The story plays out in a series of improbably spacious rooms, a panoply of ornate TARDIS chambers, bigger inside than out. The narrow dark spire of Frankenstein's retreat opens up to reveal vast shadowy spaces; the rooms of the Frankenstein household, even the hallway, are palatial in their dimensions. But there are no ceilings. Long-shots show us extensive horizontal space but never tilt up to show us what is overhead, creating the sense of an oppressively low ceiling always just out of sight. It's a strange sensation, this almost subliminal distortion of spatial perception, and--while it is doubtless a mere accident of the mechanics of production--it is odd, unsettling, and the perfect ambience for a tale of terror.

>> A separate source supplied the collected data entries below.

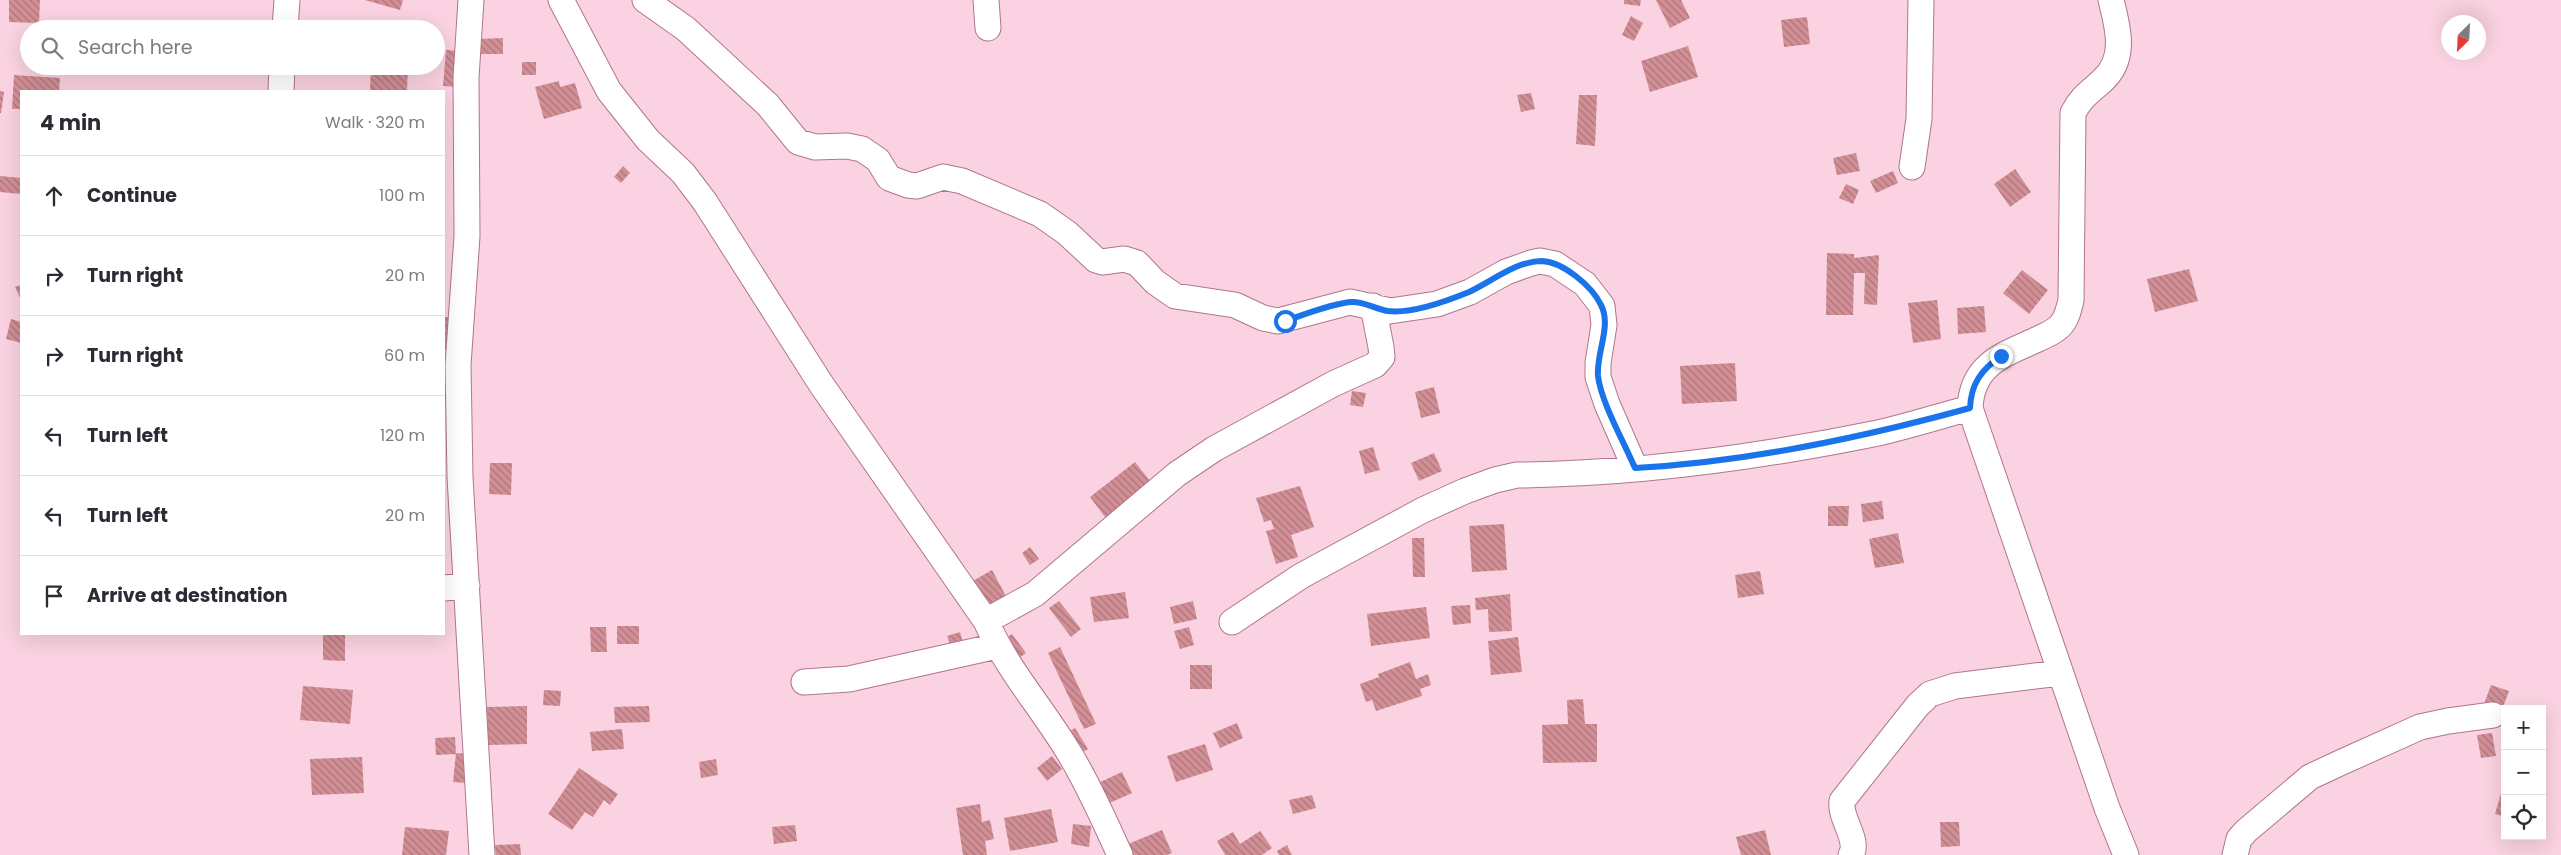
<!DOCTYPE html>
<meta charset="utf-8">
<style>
:root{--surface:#fff;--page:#f7f7f7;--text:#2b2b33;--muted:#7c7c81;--line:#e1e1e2}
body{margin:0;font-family:Poppins,sans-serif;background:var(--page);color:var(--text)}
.controls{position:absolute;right:15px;bottom:15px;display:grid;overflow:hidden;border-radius:0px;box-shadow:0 5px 20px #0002}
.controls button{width:45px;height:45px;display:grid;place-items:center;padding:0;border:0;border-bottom:1px solid var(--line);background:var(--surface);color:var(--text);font:25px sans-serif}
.compass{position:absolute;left:2441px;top:15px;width:45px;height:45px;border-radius:50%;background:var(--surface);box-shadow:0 5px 20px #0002;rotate:204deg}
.stop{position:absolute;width:15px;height:15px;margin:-11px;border:4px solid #1a73e8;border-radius:50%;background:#fff}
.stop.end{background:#1a73e8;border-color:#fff;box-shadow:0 1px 5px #0008}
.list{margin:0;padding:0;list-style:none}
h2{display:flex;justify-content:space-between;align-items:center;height:65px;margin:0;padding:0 20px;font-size:21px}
h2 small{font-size:16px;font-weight:400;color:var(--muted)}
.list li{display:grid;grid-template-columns:32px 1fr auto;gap:15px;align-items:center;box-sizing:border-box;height:80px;padding:0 20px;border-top:1px solid var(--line)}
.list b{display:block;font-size:19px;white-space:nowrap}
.list em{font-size:16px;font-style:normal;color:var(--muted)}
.icon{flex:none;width:28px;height:28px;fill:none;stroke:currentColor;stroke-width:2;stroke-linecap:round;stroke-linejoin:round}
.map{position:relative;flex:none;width:2561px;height:855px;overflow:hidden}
.search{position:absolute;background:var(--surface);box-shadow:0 5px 20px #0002;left:20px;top:20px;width:425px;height:55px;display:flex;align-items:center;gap:12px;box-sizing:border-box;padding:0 18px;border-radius:28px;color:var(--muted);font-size:19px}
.panel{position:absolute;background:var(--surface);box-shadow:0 5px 20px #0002;left:20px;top:90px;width:425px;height:545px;border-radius:0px}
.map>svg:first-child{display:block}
.building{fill:url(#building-back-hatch)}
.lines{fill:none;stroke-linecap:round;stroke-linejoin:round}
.minor-casing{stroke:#b0758e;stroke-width:27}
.minor{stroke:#fff;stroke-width:25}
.route{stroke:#1a73e8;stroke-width:6}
</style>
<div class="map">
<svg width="2561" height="855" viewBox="0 0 2561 855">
<defs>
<pattern id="building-back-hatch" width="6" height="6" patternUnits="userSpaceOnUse" patternTransform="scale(1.25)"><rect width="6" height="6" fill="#d29096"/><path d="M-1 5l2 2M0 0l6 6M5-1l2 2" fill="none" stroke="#aa7479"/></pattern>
</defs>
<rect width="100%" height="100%" fill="#fad2e1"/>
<path class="building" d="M9,0H40L39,23L9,22Z
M365,0H403L400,10Z
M1624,0H1641L1640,6L1624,4Z
M1656,0H1681L1690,18L1670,28Z
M1631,16L1643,23L1634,41L1622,35Z
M1807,17L1810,44L1784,47L1781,20Z
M409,20L423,21L422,29H408Z
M503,38V54H477V39Z
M1688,46L1698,77L1650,92L1641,61Z
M446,50L460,51L457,87L443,86Z
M522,62H536V75H522Z
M371,66H408L407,91L370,90Z
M14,75L60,78L59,91H21V109H12Z
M559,81L560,87L575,83L582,108L544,119L535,87Z
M0,91L4,92L1,113H0Z
M1531,93L1535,109L1521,112L1517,95Z
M1579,95H1597L1595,146L1576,144Z
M1856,153L1860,171L1837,175L1833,158Z
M623,166L630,173L621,183L614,177Z
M2015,169L2031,192L2010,207L1994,184Z
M1893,171L1898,183L1876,193L1870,181Z
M0,176L21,178V194L0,192Z
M1846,184L1859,190L1853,204L1839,198Z
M1827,253L1854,254V258L1879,255L1877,305L1864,304L1865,273H1854L1853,315H1826Z
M2189,269L2198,301L2155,312L2147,279Z
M2022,270L2048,290L2029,314L2003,293Z
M21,285V300L15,287Z
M1937,300L1941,339L1913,343L1908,303Z
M1984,306L1986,332L1958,334L1957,308Z
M444,317H449L448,350H444Z
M11,319L21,322V343L6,339Z
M1735,363L1737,401L1682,404L1680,366Z
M1434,387L1440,413L1421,418L1415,392Z
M1352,391L1366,393L1363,407L1350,405Z
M1373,447L1380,470L1365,474L1359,451Z
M1434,453L1442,471L1419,481L1411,463Z
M1135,462L1154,486L1108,521L1090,497Z
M490,463H512L511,495L489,494Z
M1300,486L1314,527L1291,535L1298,557L1276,564L1266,531L1274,529L1271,520L1264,522L1256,498Z
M1882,501L1884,519L1863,522L1861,504Z
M1828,506H1849L1848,526H1828Z
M1504,524L1507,570L1472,572L1469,526Z
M1898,533L1904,563L1875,568L1869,539Z
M1412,538H1424L1425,577H1413Z
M1030,547L1039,559L1030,565L1022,553Z
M992,570L1008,600L987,612L971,582Z
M1760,571L1764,594L1738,598L1735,575Z
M1125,592L1129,618L1094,622L1090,597Z
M1510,594L1512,631L1489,632L1488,609L1476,610L1475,598Z
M1059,601L1081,629L1071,637L1049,608Z
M1193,601L1197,619L1174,624L1170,607Z
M1470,605L1471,623L1453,625L1451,606Z
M1426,607L1430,638L1371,646L1367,614Z
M617,626H639V644H617Z
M590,627H606L607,652H591Z
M1189,627L1194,645L1180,649L1174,631Z
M960,632L964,647L952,650L947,636Z
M323,634H345V661L323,660Z
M1012,634L1026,653L1015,661L1001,641Z
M1518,637L1522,672L1491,675L1488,641Z
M1060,647L1096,724L1084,729L1048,653Z
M1410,662L1416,679L1428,674L1431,685L1420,689L1422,696L1376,711L1372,700L1366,702L1360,684L1379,677L1378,674Z
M1190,665H1212V689H1190Z
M2491,685L2509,691L2502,710L2484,704Z
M303,686L353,690L350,724L300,720Z
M544,690L561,691L560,706L543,705Z
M1583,699L1585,724H1597V762L1543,763L1542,725L1568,724L1567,700Z
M527,706V744L488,745L487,707Z
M649,706L650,722L615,723L614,707Z
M1237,723L1243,738L1220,748L1213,733Z
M1075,728L1088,749L1078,755L1065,734Z
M622,729L624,749L592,751L590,732Z
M2492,733L2496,756L2481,758L2477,735Z
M455,737L456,754L436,755L435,738Z
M1205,744L1213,770L1176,782L1167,756Z
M456,753L470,754L467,783L453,782Z
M1052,756L1062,769L1047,781L1037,768Z
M362,757L364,793L312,795L310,759Z
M716,759L718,775L701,778L699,762Z
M579,768L618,794L610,805L604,800L593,817L585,812L572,830L548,814Z
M1122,772L1132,793L1103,806L1094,785Z
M2502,790H2505V817L2495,814Z
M1312,795L1316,808L1293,814L1289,800Z
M980,804L982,822L990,820L994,839L985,841L987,855H963L956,808Z
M1051,809L1058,842L1010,851L1004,818Z
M1940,822H1959L1960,846L1941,847Z
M1073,824L1091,826L1089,847L1071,844Z
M795,825L797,841L774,844L772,827Z
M405,827L449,831L446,855H402Z
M1162,830L1172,853L1167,855H1133L1128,844Z
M1765,830L1771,855H1741L1736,837Z
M1260,831L1272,848L1262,855H1225L1217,841L1233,832L1240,844Z
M520,844L521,855H496L495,845Z
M1287,845L1292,855H1279L1277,851Z"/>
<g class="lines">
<g class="minor-casing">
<path id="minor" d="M471,0L466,78L467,236L458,365L460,477L482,855
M561,0L609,91L648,140L683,173L705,202L821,384L986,621C1007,670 1044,710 1071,756C1090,788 1105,822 1120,855
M645,0L686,29L768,105L798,142L815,147L847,146L862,149L878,160L889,178L908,185L917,186L943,177L962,181L1040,214L1067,233L1096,260L1102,262L1124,259L1137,263L1155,282L1175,296L1235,305L1263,318L1278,321L1350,302L1390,311L1437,304L1470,292L1506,272L1531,263L1540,261L1555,264L1585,284L1602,306L1604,325L1598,363V377L1607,404L1635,468
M986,0L988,28
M2111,0C2118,28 2127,59 2102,81C2090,92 2081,97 2073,113L2071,300C2069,309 2067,318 2061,325C2055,332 2046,335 2038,339C2003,355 1972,364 1970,408L2107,808L2126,855
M285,29L287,0
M281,91L282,66
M1912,167L1919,119L1921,0
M444,588L467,586
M986,621L1035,594L1177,474L1214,449L1333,384L1375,365L1382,357L1381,347L1373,306
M1232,622L1301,576L1423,510L1465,491L1495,480L1517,475C1638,474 1760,457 1878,433C1909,426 1940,416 1970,408
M804,682L849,679L997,646
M1851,855C1860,840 1839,818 1842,801L1918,705L1930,694L1955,686L2060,673
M2235,855L2239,839L2246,831L2310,777L2342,762L2420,727L2448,721L2493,715"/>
</g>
<use href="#minor" class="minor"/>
</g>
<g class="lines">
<path class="route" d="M1285,321C1306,314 1330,304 1351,302C1364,301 1375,309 1388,311C1411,314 1447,301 1469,292C1491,282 1516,261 1542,261C1563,262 1592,286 1601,305C1612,326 1596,353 1598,376C1601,402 1624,442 1635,468C1748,462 1861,438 1970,408C1971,384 1981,370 2001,356"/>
</g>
</svg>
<div class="controls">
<button>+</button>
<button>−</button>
<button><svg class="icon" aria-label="locate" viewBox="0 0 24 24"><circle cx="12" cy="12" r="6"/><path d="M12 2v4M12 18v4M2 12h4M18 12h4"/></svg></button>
</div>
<svg class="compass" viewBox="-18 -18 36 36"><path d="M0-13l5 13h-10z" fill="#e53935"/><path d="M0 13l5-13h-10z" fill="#7c7c81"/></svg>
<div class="stop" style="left:1285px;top:321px"></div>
<div class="stop end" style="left:2001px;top:356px"></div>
<div class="search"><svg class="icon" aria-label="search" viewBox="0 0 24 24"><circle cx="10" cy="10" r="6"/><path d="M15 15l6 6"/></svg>Search here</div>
<section class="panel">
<h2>4 min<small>Walk · 320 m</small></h2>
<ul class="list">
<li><svg class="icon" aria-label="ahead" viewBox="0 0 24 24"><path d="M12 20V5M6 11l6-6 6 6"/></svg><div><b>Continue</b></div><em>100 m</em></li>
<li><svg class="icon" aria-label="right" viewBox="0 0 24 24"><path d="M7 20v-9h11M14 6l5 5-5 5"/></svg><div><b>Turn right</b></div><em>20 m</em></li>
<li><svg class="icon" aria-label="right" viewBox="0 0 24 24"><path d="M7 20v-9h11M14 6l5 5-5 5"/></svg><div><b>Turn right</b></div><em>60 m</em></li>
<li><svg class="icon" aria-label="left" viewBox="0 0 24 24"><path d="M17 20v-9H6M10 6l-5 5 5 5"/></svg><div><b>Turn left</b></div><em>120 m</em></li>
<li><svg class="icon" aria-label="left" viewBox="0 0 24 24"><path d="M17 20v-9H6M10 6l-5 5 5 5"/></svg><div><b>Turn left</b></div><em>20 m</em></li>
<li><svg class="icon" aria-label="arrive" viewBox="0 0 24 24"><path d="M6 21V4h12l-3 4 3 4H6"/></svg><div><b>Arrive at destination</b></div></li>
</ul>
</section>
</div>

There is one ceiling in the film, and that is in the laboratory--which is a marvel of set design, a comic-book array of Gothic exaggeration and primitive sci-fi apparatus--where the sheer walls frown forebodingly down on the banks and coils of machinery: this is a space that seems more vertical than horizontal. When the instant of creation arrives, the monster's incumbent form--in an inspired moment--is hoisted off the floor on a gurney and winched up to an aperture in the ceiling, where it bathes in the lightning-glare of the storm, in the sturm and drang of the sky. Watching from below as flares of illumination flicker about the immobilized body, it truly seems as if we behold something greater than us, beyond our ken, unknowable: the act of creation is irradiated by mystery, as it should be. The film entire may not be perfect, but in splendid set-pieces such as this, it is lit from within by the eternal fire of myth, and makes its flame burn brighter.